By John Rezabek, Contributing Editor

If you've been pondering wireless, you've probably read the surveys, many of which show that while a significant percentage of users are deploying wireless transmitters, a large percentage are not. (See Control's wireless survey from last year at www.controlglobal.com/Media/2011/1108/CG1108_CovStry-Wireless.pdf.).

Some of those holding off say they're "waiting on standards convergence." That could be a long wait. Another segment is "waiting on the right application."

There's also the question of start-up costs. Wireless networks don't come cheap. There's also an excellent chance your host vendor is in the "bad guys" camp relative to your wireless choice, so some less-than-elegant systems configuration work is a probable scope item, such as Modbus mapping or OPC. A site survey alone can potentially add a five-figure line item to your project's budget. Then, when we price the actual transmitters and other accoutrements, the capital hurdle becomes a tough one to clear.

There's also what I'd like to christen "Herman's Postulate," which goes something like this: "When I find a measurement worth making I can usually justify running a wire to it." A corollary would be, "If I can get a wire (cable) to it, it's better than a radio."

[pullquote]Think about your household's Ethernet network. If you recently added a player capable of steaming content from the Internet, are you happy with its 802.11b/g wireless connectivity and performance? Or like me, do you get a younger and more agile family member (hint: not your spouse or significant other) to drag a length of Lowe's Cat5 cable through the nasty crawl space under the floor? Maybe you'd rather plunk down $149 for a "Draft 802.11n"-capable router which has a slim chance of improving your radio bandwidth. That's just laziness. Now, I'm not sneezing at laziness. It's the mother of many useful inventions and innovations. But, laziness is frequently not the optimum path for the enterprise that employs us. Why would we consume "mobile" bandwidth for stuff that's not moving around?

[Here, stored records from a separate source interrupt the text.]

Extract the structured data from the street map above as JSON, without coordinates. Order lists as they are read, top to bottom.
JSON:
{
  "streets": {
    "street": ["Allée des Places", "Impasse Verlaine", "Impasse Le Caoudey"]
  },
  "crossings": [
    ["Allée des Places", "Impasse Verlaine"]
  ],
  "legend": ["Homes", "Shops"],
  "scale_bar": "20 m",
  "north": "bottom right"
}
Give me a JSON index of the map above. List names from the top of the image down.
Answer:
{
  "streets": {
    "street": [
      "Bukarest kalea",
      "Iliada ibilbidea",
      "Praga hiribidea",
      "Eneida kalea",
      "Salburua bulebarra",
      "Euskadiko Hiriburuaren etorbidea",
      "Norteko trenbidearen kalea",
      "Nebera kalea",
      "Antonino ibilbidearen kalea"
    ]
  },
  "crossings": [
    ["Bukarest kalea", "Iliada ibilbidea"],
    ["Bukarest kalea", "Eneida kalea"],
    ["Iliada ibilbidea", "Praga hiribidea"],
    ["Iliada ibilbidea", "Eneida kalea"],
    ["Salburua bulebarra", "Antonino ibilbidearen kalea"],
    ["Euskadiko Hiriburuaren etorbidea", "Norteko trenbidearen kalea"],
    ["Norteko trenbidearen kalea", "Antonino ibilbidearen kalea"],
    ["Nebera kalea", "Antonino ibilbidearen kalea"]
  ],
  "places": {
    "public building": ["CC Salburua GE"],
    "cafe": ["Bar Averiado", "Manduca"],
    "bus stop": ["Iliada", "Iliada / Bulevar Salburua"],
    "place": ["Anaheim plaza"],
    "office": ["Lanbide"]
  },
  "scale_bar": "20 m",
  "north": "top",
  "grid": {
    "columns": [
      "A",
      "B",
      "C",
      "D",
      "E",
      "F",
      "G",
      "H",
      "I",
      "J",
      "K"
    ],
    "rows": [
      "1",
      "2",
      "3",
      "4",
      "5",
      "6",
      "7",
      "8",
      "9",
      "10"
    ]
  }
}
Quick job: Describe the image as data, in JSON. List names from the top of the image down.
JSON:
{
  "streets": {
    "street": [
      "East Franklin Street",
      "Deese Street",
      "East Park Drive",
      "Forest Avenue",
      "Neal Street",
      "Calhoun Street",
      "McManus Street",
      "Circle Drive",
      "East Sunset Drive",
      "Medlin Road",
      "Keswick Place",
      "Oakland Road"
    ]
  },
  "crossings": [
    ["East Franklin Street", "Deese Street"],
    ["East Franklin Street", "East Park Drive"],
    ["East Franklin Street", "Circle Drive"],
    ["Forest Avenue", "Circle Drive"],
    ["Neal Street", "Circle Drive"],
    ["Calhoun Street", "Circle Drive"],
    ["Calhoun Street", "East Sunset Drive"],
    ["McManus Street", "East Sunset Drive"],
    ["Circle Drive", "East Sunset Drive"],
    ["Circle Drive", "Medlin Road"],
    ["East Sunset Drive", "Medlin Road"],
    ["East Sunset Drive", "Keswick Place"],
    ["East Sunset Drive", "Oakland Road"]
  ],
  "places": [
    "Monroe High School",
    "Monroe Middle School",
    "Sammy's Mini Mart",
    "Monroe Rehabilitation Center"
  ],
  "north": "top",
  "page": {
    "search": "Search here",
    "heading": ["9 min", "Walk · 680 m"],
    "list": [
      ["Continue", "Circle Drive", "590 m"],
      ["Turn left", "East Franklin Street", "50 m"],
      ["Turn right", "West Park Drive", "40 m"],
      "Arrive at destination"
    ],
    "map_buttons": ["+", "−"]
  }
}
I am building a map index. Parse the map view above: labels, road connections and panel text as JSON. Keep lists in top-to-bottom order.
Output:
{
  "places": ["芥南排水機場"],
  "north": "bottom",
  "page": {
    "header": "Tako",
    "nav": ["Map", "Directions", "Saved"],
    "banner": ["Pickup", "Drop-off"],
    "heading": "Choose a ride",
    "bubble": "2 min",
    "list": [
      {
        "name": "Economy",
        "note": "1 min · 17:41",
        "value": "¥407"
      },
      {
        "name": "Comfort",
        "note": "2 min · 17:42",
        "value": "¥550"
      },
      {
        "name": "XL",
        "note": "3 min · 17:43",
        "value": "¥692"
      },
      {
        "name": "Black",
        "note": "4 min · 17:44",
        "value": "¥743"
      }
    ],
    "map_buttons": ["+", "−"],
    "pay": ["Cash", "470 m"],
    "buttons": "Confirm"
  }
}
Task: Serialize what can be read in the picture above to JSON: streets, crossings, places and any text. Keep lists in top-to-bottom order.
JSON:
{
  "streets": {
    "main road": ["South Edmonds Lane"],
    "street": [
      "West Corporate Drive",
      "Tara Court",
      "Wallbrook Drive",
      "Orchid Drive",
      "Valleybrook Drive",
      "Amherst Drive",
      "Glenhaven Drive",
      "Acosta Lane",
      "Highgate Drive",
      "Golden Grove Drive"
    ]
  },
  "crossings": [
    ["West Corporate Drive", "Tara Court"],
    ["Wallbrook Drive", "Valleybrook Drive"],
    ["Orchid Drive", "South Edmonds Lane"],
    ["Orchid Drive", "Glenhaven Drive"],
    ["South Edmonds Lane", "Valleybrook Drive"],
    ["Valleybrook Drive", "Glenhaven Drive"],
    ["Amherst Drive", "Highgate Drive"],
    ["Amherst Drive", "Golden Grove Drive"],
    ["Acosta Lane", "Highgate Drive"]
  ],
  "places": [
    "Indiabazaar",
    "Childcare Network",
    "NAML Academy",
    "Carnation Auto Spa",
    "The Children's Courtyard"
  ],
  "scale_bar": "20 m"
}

Herman's Postulate says "usually" because there are bonafide cases where a wire can't be run—railcars, for example. There are other moving measurements, such as rotary kiln temperature, that we just couldn't get before. But we can get them now if the sensors can be hooked up to a wireless network. There are also some plants where the combination of crushing engineering overhead with an expensive or unreliable labor resource makes avoiding the whole copper deal worth the money.

What if the capital barriers to employing wireless were dramatically less? What if reasonably reliable sensors could be had for a price comparable to or less than a wired one?

Enter the "lick-n-stick" sensor. These are sensors that are cheap and easy to deploy, requiring minimal effort and labor. They're already out there for non-critical applications, such as corrosion monitoring, steam traps, heat tracing, safety showers and pump vibrations. Emerson's new WirelessHART acoustic transmitters, at about $1000 each, are one example. If the cost is less than the per-transaction limit on my corporate VISA card, I can now have a few on the shelf for the "lick-'n-stick" applications that arise.

Wireless begins to be more compelling for measurements for which we'd rarely buy a permanent instrument. Those start-up costs now potentially can be spread across more applications. It's an easier sell to management if I can promise more measurements for the same money. There are already products being sold for these more non-critical applications. This is where cheapness and ubiquity can win in the "fitness for purpose" debate.

I've seen a few devices you could call a lick-n-stick wireless sensor, so I think our suppliers have heard us. They're off the drawing board, so maybe some are headed to a site near you.